_EXERCISE BRIEF:_
Below are some records; print every one of them exactly.

BEGIN SOURCE RECORDS

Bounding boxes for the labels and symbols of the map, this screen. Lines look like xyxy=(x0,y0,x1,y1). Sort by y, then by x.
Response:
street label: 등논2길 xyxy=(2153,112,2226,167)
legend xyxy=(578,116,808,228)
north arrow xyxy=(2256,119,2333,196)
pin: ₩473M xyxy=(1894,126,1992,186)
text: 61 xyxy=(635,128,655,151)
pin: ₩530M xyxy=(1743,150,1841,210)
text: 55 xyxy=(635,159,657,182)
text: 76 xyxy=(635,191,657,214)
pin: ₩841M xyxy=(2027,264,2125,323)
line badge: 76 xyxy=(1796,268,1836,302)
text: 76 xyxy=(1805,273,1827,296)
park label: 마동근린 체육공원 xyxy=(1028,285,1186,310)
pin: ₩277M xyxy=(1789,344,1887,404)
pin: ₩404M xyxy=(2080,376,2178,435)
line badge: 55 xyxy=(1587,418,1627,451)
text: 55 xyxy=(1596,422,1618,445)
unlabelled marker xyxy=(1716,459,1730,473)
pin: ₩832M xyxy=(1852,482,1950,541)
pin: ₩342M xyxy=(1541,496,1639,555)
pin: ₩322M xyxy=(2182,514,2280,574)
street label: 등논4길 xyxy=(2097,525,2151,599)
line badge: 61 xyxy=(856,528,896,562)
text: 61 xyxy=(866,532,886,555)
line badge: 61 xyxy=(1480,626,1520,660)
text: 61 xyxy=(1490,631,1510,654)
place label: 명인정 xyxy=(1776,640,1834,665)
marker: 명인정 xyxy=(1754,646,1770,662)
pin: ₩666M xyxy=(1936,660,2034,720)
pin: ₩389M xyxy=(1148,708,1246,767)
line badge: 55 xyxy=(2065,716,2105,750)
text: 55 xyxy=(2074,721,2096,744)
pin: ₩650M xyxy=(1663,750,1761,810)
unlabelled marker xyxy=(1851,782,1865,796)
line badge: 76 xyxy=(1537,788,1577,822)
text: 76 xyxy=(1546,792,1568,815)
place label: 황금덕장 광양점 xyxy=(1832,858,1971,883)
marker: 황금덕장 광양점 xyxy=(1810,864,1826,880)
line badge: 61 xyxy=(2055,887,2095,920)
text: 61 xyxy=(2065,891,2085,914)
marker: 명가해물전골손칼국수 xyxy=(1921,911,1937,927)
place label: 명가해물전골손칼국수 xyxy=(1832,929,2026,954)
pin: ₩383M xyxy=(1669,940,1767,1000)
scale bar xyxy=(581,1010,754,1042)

END SOURCE RECORDS

_TASK ANSWER:_
Bounding boxes for the labels and symbols of the map, this screen. Lines look like xyxy=(x0,y0,x1,y1). Sort by y, then by x.
Response:
street label: 등논2길 xyxy=(2153,112,2226,167)
legend xyxy=(578,116,808,228)
north arrow xyxy=(2256,119,2333,196)
pin: ₩473M xyxy=(1894,126,1992,186)
text: 61 xyxy=(635,128,655,151)
pin: ₩530M xyxy=(1743,150,1841,210)
text: 55 xyxy=(635,159,657,182)
text: 76 xyxy=(635,191,657,214)
pin: ₩841M xyxy=(2027,264,2125,323)
line badge: 76 xyxy=(1796,268,1836,302)
text: 76 xyxy=(1805,273,1827,296)
park label: 마동근린 체육공원 xyxy=(1028,285,1186,310)
pin: ₩277M xyxy=(1789,344,1887,404)
pin: ₩404M xyxy=(2080,376,2178,435)
line badge: 55 xyxy=(1587,418,1627,451)
text: 55 xyxy=(1596,422,1618,445)
unlabelled marker xyxy=(1716,459,1730,473)
pin: ₩832M xyxy=(1852,482,1950,541)
pin: ₩342M xyxy=(1541,496,1639,555)
pin: ₩322M xyxy=(2182,514,2280,574)
street label: 등논4길 xyxy=(2097,525,2151,599)
line badge: 61 xyxy=(856,528,896,562)
text: 61 xyxy=(866,532,886,555)
line badge: 61 xyxy=(1480,626,1520,660)
text: 61 xyxy=(1490,631,1510,654)
place label: 명인정 xyxy=(1776,640,1834,665)
marker: 명인정 xyxy=(1754,646,1770,662)
pin: ₩666M xyxy=(1936,660,2034,720)
pin: ₩389M xyxy=(1148,708,1246,767)
line badge: 55 xyxy=(2065,716,2105,750)
text: 55 xyxy=(2074,721,2096,744)
pin: ₩650M xyxy=(1663,750,1761,810)
unlabelled marker xyxy=(1851,782,1865,796)
line badge: 76 xyxy=(1537,788,1577,822)
text: 76 xyxy=(1546,792,1568,815)
place label: 황금덕장 광양점 xyxy=(1832,858,1971,883)
marker: 황금덕장 광양점 xyxy=(1810,864,1826,880)
line badge: 61 xyxy=(2055,887,2095,920)
text: 61 xyxy=(2065,891,2085,914)
marker: 명가해물전골손칼국수 xyxy=(1921,911,1937,927)
place label: 명가해물전골손칼국수 xyxy=(1832,929,2026,954)
pin: ₩383M xyxy=(1669,940,1767,1000)
scale bar xyxy=(581,1010,754,1042)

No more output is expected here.